Si una puerta es un destino que se abre a la inconmensurable presencia de una oportunidad arrancada de su cierto destino, ya culminado, de ser la esperanza misma aguardando a ser iluminada en el umbral de esa puerta que se abre, y una mano cualquiera, supongamos la de Z, decide ejercer la fuerza para inclinar hacia la tierra el frío y dorado picaporte que sujeta a la puerta de su mano, que sujeta su mano sujeta al cuerpo de Z, sujeto a la tierra, removida y fría, podríamos preveer que en en ese encuentro, en esa perfecta intersección de ambos destinos cruzados, de ambos desenlaces enlazados (pero el primero era puro desenlace), Z podría ceder perfectamente la zigzagueante letra de su nombre a cualquier otra que mejor nos suene, o quizás que no nos moleste tanto al oído al ser pronunciada sin mas sonidos que acompañen la monótona música de un nombre monosilábico.

Ahora, supongamos un silencio, el vértigo de la luz acechando su ya indómita cara, las facciones olvidadas de su rostro en una profunda depresión de la conciencia, en el vértigo de nuestros mas fieles sentidos, en la suspensión de una memoria condenada a rimar, a arreglar la disonancia perpetua de nuestra sangrante naturaleza, a remover los fallos, a enjuiciar, a soslayar el ímpetu de un golpe en una ferviente caricia, supongamos por fin en ese instante que Z. verdaderamente es A., y que una puerta no abre nada que no haya sido abierto en la mente de (supongamos) un Dios, supongamos, que este cuento no es lineal y que una línea remite a la otra, digamos, azarosamente, y que concientemente las referencias son cruzadas, y el umbral y el picaporte dorado y frío junto a la tierra, fría también, pero removida por nuestras propias pisadas, no sean elementos ciertos de una historia incierta, de un destino supuesto en un valeroso cruce con uno ya resuelto, el del destino primero que espera a un tal Z. que está en pleno proceso de abrir una puerta.

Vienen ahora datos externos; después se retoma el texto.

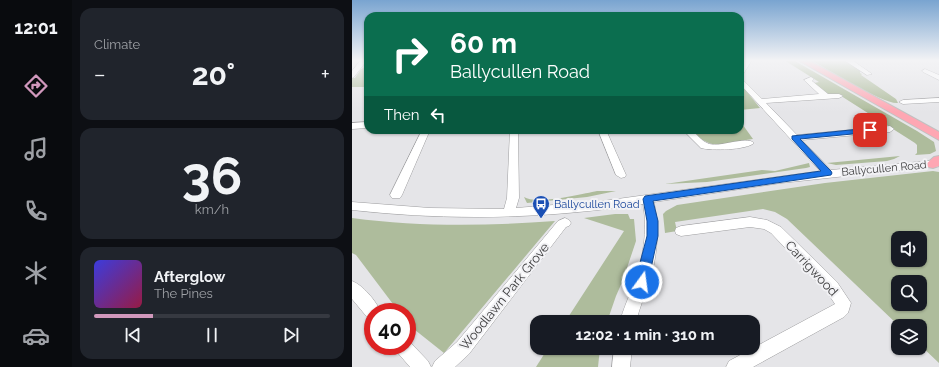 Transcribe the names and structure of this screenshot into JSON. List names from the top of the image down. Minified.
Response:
{"streets":{"street":["Ballycullen Road","Carrigwood","Woodlawn Park Grove"]},"places":{"bus stop":["Ballycullen Road"]},"page":{"tabs":"12:01","tile":["Climate",["36","km/h"]],"turn":["60 m","Ballycullen Road"],"heat":["−","20°","+"],"then":"Then","song":["Afterglow","The Pines"],"limit":"40","trip":"12:02 · 1 min · 310 m"}} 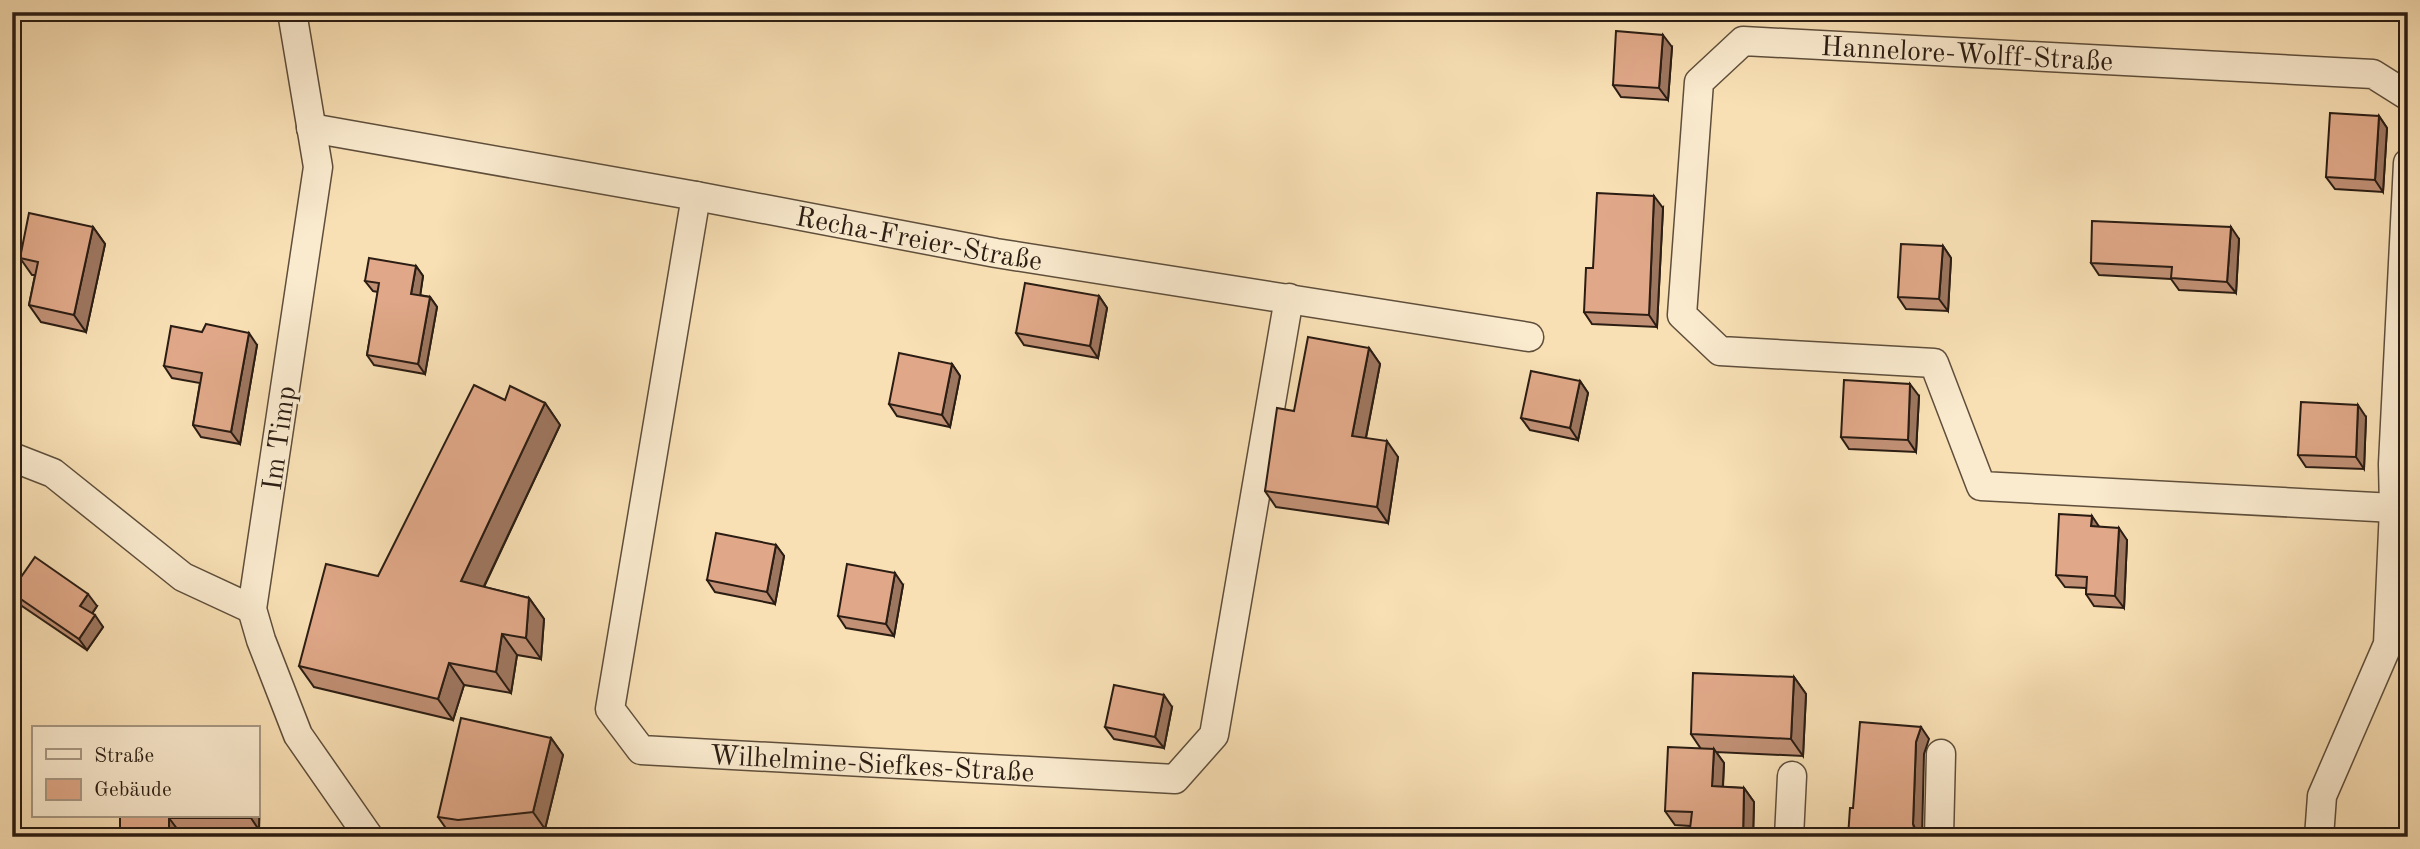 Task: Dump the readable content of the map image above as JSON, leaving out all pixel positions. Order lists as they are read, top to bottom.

Obvio que yo en este punto de esta sección, debería indicar una señal mas precisa que preste el lector a leer, que por fin ubique el sector involucrado de su mente en el acto de lectura en el propio ego de quien premedita un final, o algún rasgo de la personalidad de quién haya escrito este texto, sea A o Y.

Entonces tenemos un nombre cualquiera que avanza, un destino cumplido absorbido por ya la mitad de un cuerpo que entra. Es este punto el de máximo conflicto en el asunto, medio cuerpo adentro supongamos Z, medio cuerpo afuera, es decir cualquier nombre, Z o no Z, aunque creo que después de esta larga historia debería ser otra cosa que Z, sólo creo. Avancemos nosotros, giremos el frío y dorado eje que nos sujeta a la tierra, para darnos cuenta sí, que Z. era nuestra propia puerta anclada en el umbral de muchos destinos cruzados en nuestra mano derecha ejerciendo la fuerza descendente ya vigorosa ya cansada de estar involucrada en dos cuentos en el mismo relato involuntariamente o sea, el lector y Z.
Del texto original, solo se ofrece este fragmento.